Le black-bass, dont nous avons étudié les mœurs dans notre étude précédente, est extrêmement goulu, mais, comme tous les représentants de la famille des percidés, il ne mange qu’à ses heures, et ses heures ne sont pas du tout régulières. De sorte qu’il est un peu décevant : il boude complètement pendant des heures, et parfois des jours, et puis, tout à coup, il est pris de fringale et s’accroche sur n’importe quoi.

Si on n’est pas fixé sur le mode de pêche à employer, on peut toujours essayer n’importe quoi, car notre poisson est très éclectique : au vif, à la grenouille, au ver, aux asticots, aux insectes naturels, etc., vous le prendrez fort bien.

Mais c’est à la mouche, sèche ou noyée, et au lancer lourd et surtout léger que le black vous donnera le plus de plaisir.

Tous les appâts que nous avons décrits peuvent prendre du black-bass. C’est un poisson vorace et pourvu d’une gueule énorme ; donc, s’il le veut, il peut avaler n’importe quoi. Mais, pareil à une comédienne illustre en face de son débonnaire directeur, voudra-t-il !

J’ai cru constater qu’il « voulait » surtout quand il s’agissait de petites cuillers plombées allongées et garnies d’un pompon rouge (sans pompon, cela va bien aussi !), de poissons nageurs très mobiles et pas trop grands (taille goujon), surtout les leurres légers en matières flottantes qu’on peut faire plonger par saccades, laisser remonter, diriger parmi les nénuphars et autres végétaux, et aussi de grosses mouches à hélice très brillantes, plombées de façon à peser 2 à 3 grammes.

Les Américains, beaucoup plus férus que nous de la pêche de ce poisson (mais ça viendra !), ont inventé à son intention une quantité de leurres : grenouilles artificielles, flottantes, qu’on déplace par saccades, gros poissons nageurs à hélices indépendantes, et une sorte de bizarre petit œuf jaune en bois, avec une hélice à l’avant et une à l’arrière et deux grappins sur les flancs, qui se déplace en surface en produisant un remue-ménage effroyable et un grand sillage en forme de V, et qui, à mon avis, ne peut représenter qu’un très jeune caneton. Je pense que cela est excellent pour les énormes blacks des lacs canadiens, mais je l’ai vu employer en France sans succès (ce qui ne prouve d’ailleurs rien, comme toutes les observations négatives).
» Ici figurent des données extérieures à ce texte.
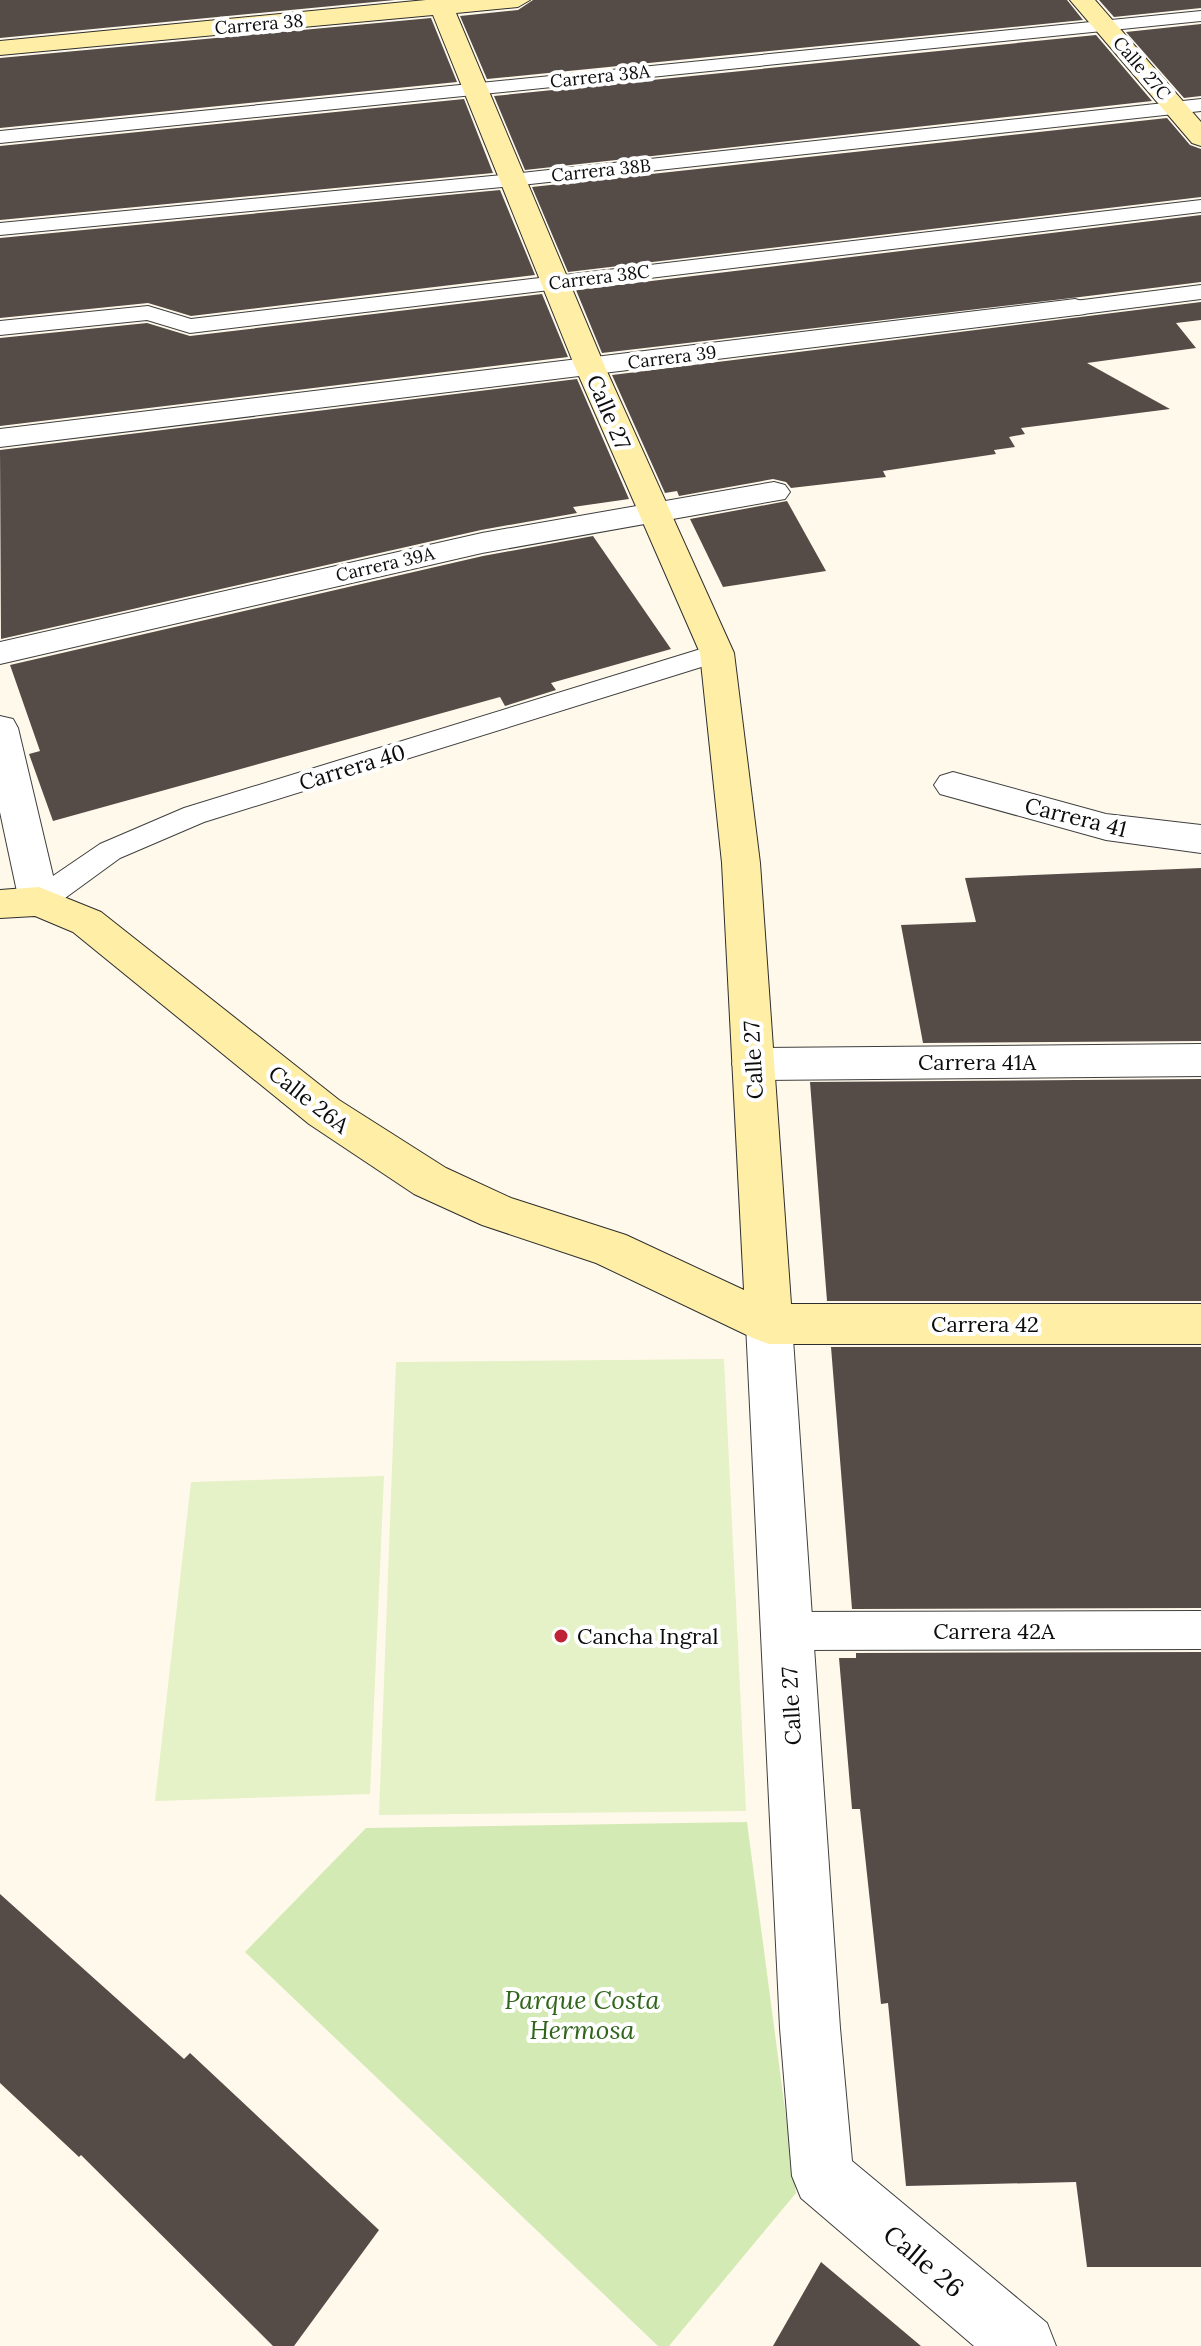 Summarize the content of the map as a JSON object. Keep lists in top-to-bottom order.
{
  "streets": {
    "street": [
      "Carrera 38",
      "Calle 27C",
      "Carrera 39",
      "Calle 27",
      "Carrera 39A",
      "Carrera 41",
      "Carrera 41A",
      "Calle 26A",
      "Carrera 42",
      "Calle 26"
    ],
    "lane": [
      "Carrera 38A",
      "Carrera 38B",
      "Carrera 38C",
      "Carrera 40",
      "Carrera 42A"
    ]
  },
  "crossings": [
    ["Carrera 38", "Calle 27"],
    ["Calle 27C", "Carrera 38A"],
    ["Calle 27C", "Carrera 38B"],
    ["Carrera 38A", "Calle 27"],
    ["Carrera 38B", "Calle 27"],
    ["Carrera 38C", "Calle 27"],
    ["Carrera 39", "Calle 27"],
    ["Calle 27", "Carrera 39A"],
    ["Calle 27", "Carrera 40"],
    ["Calle 27", "Carrera 41A"],
    ["Calle 27", "Calle 26A"],
    ["Calle 27", "Carrera 42"],
    ["Calle 27", "Carrera 42A"],
    ["Calle 27", "Calle 26"],
    ["Carrera 40", "Calle 26A"],
    ["Calle 26A", "Carrera 42"]
  ],
  "parks": ["Parque Costa Hermosa"],
  "places": ["Cancha Ingral"]
}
Chez nous, il semble qu’il faille s’en tenir aux appâts petits, légers et très colorés, pouvant être manœuvrés lentement et irrégulièrement.

Pour ce poisson, il est tout à fait inutile d’employer des cuillers à hameçons triples. L’hameçon simple accroche beaucoup mieux la capture et beaucoup moins les herbes.
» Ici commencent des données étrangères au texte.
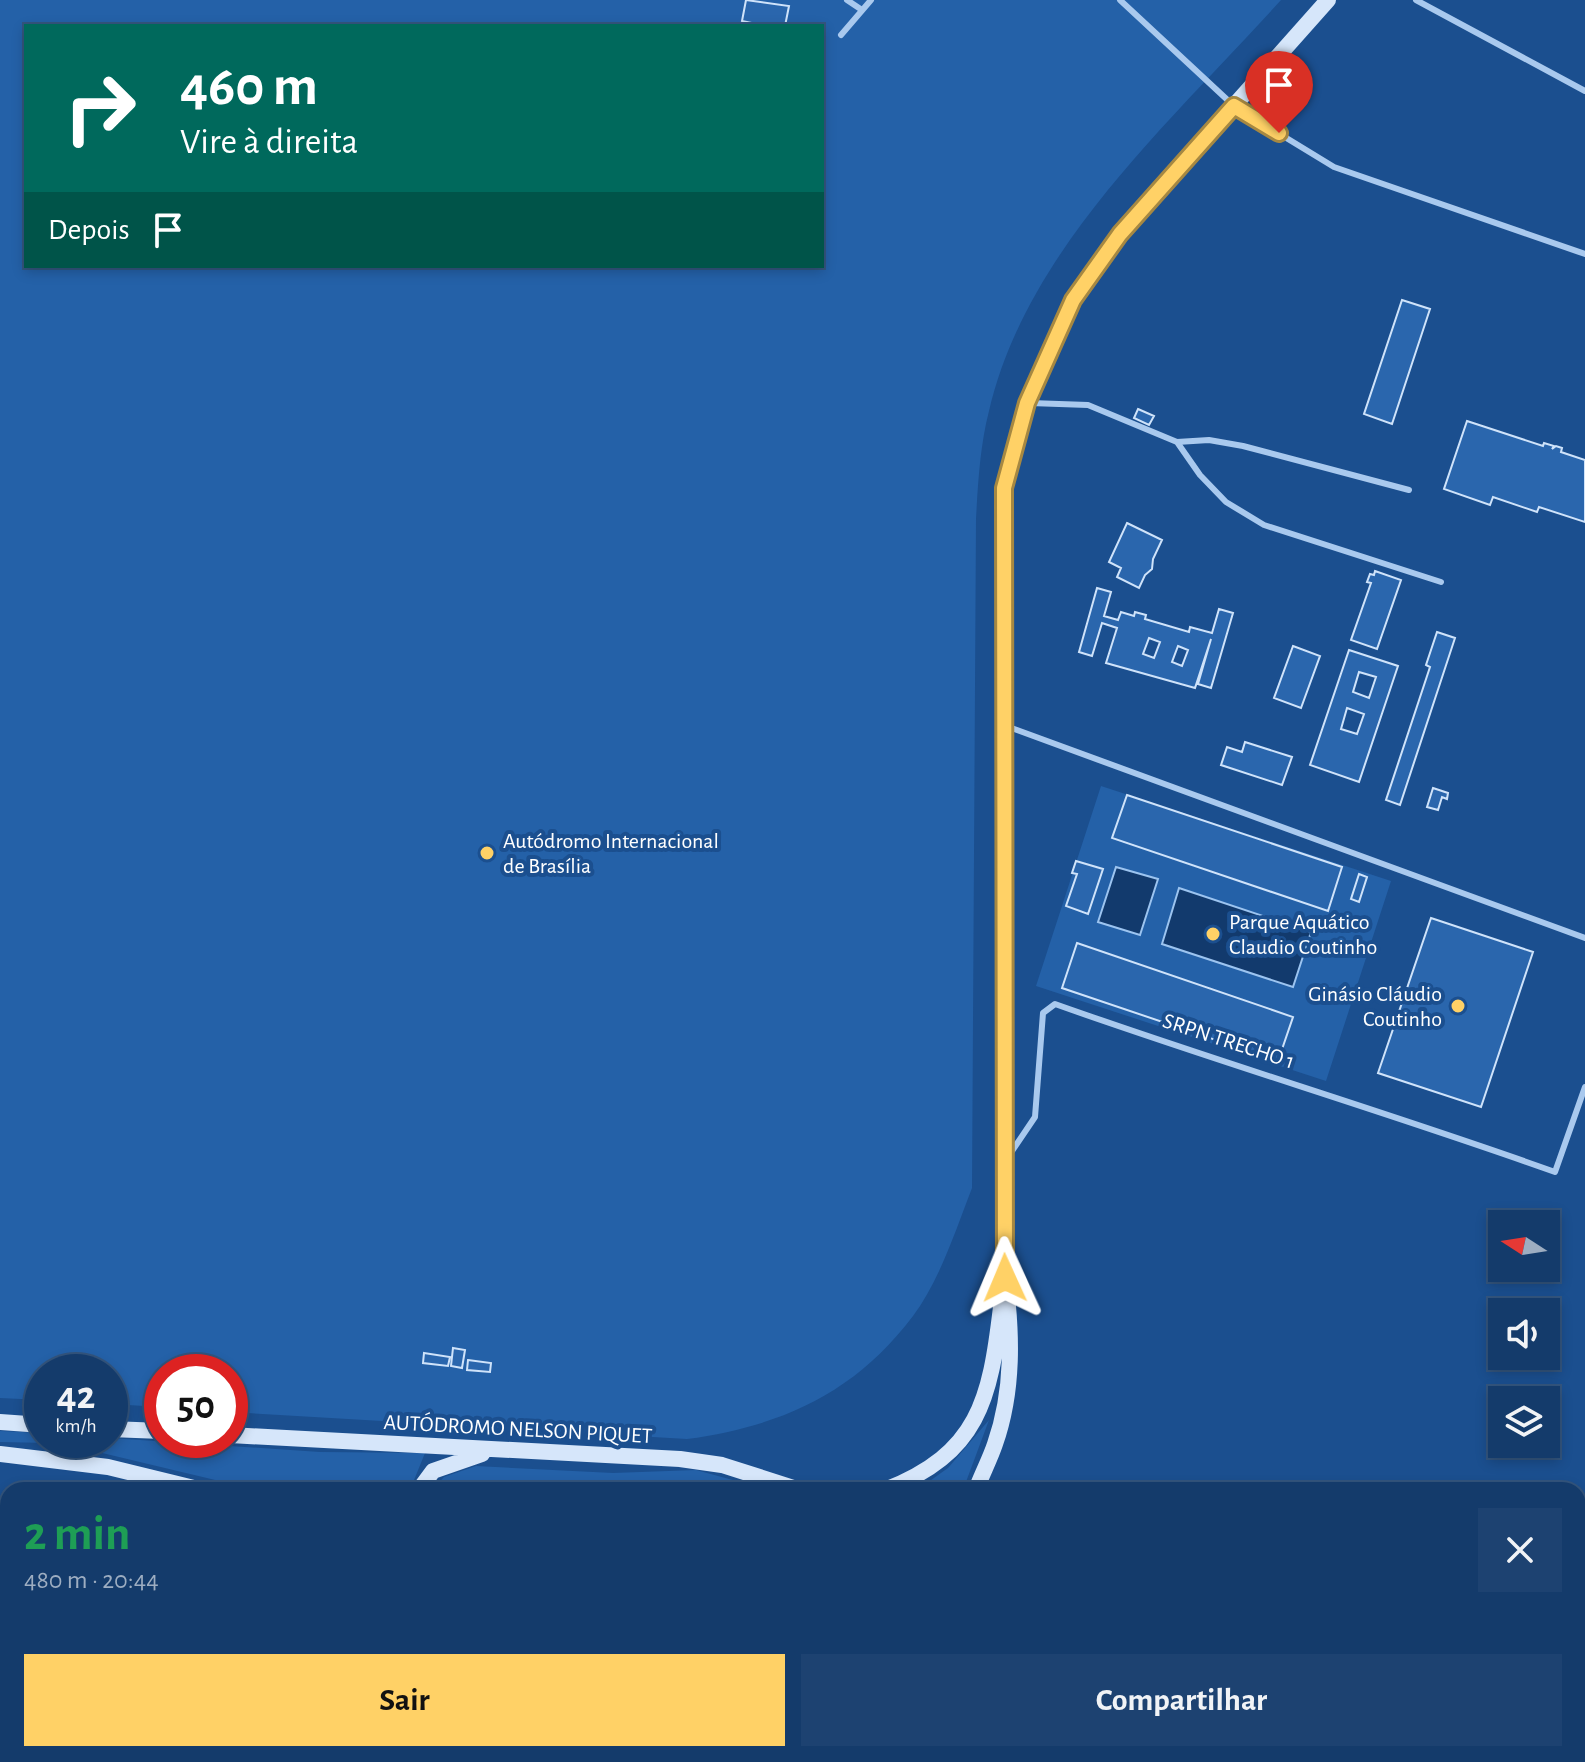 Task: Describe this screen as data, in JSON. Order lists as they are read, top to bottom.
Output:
{
  "streets": {
    "main road": ["AUTÓDROMO NELSON PIQUET"],
    "lane": ["SRPN TRECHO 1"]
  },
  "places": ["Autódromo Internacional de Brasília", "Parque Aquático Claudio Coutinho", "Ginásio Cláudio Coutinho"],
  "north": "left",
  "page": {
    "turn": ["460 m", "Vire à direita"],
    "then": "Depois",
    "speed": "42 km/h",
    "limit": "50",
    "heading": ["2 min", "480 m · 20:44"],
    "buttons": ["Sair", "Compartilhar"]
  }
}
Il faut pêcher avec précision et discrétion. Avec précision, pour placer le leurre dans les espaces libres parmi les herbes et aussi, lorsqu’on voit le poisson, pour poser l’appât, le plus doucement possible, non pas devant son nez (faute à ne pas commettre), mais avec délicatesse : un « plouf » violent le met en fuite. Une chute imperceptible, à bout de trajectoire, avec un rond minuscule, le fait se retourner et sauter sur ce qui bouge, là, tout petit et chatoyant.
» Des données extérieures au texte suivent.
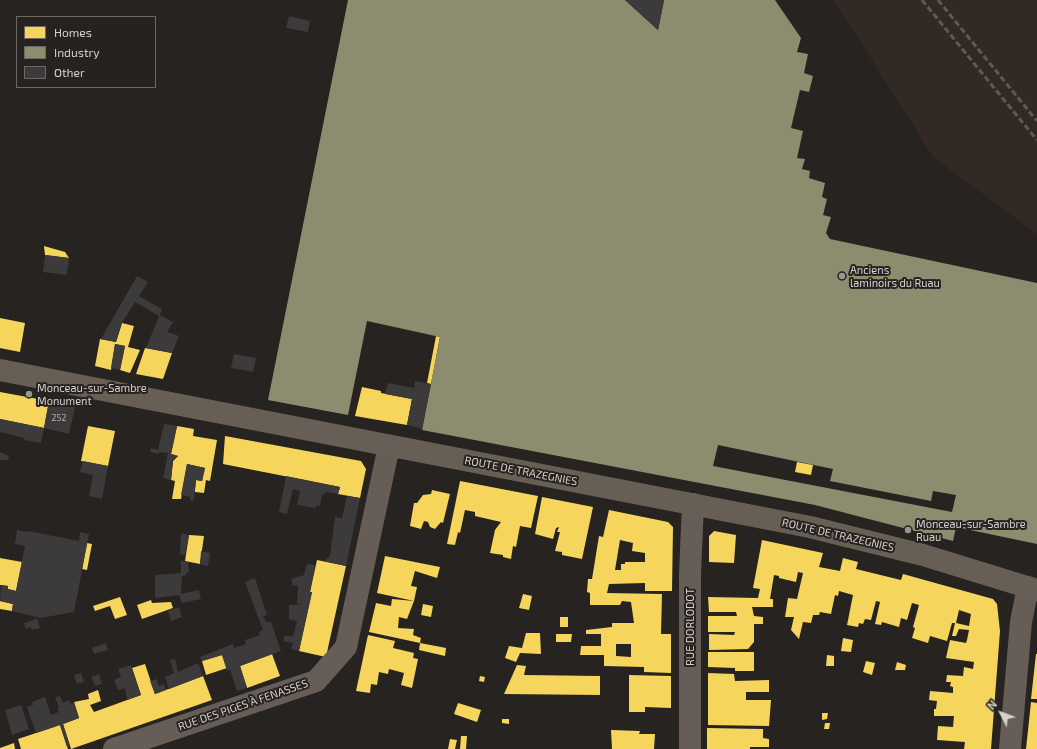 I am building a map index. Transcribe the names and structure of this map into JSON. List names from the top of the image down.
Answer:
{
  "streets": {
    "main road": ["ROUTE DE TRAZEGNIES"],
    "street": ["RUE DORLODOT", "RUE DES PIGES À FENASSES"]
  },
  "crossings": [
    ["ROUTE DE TRAZEGNIES", "RUE DORLODOT"],
    ["ROUTE DE TRAZEGNIES", "RUE DES PIGES À FENASSES"]
  ],
  "places": ["Anciens laminoirs du Ruau", "Monceau-sur-Sambre Monument", "Monceau-sur-Sambre Ruau"],
  "house_numbers": ["252"],
  "legend": ["Homes", "Industry", "Other"],
  "north": "top left"
}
Si le poisson est en mouvement, battant l’estrade comme un loup quærens quem devoret, lancez l’appât assez loin de lui pour qu’il ne l’entende pas tomber, puis ramenez-le de façon qu’il coupe sa trajectoire non pas devant lui, mais derrière. Le mouvement n’est pas facile à calculer. Mais, s’il est réussi, la capture est à peu près certaine. Le vorace « entend » vibrer le leurre, se tourne, l’aperçoit et saute dessus. Si le passage avait eu lieu devant son nez, il aurait probablement fui à l’ouïe et à l’aspect du bas de ligne tranchant l’eau.

Car, s’il n’est pas précisément timide, il est rusé.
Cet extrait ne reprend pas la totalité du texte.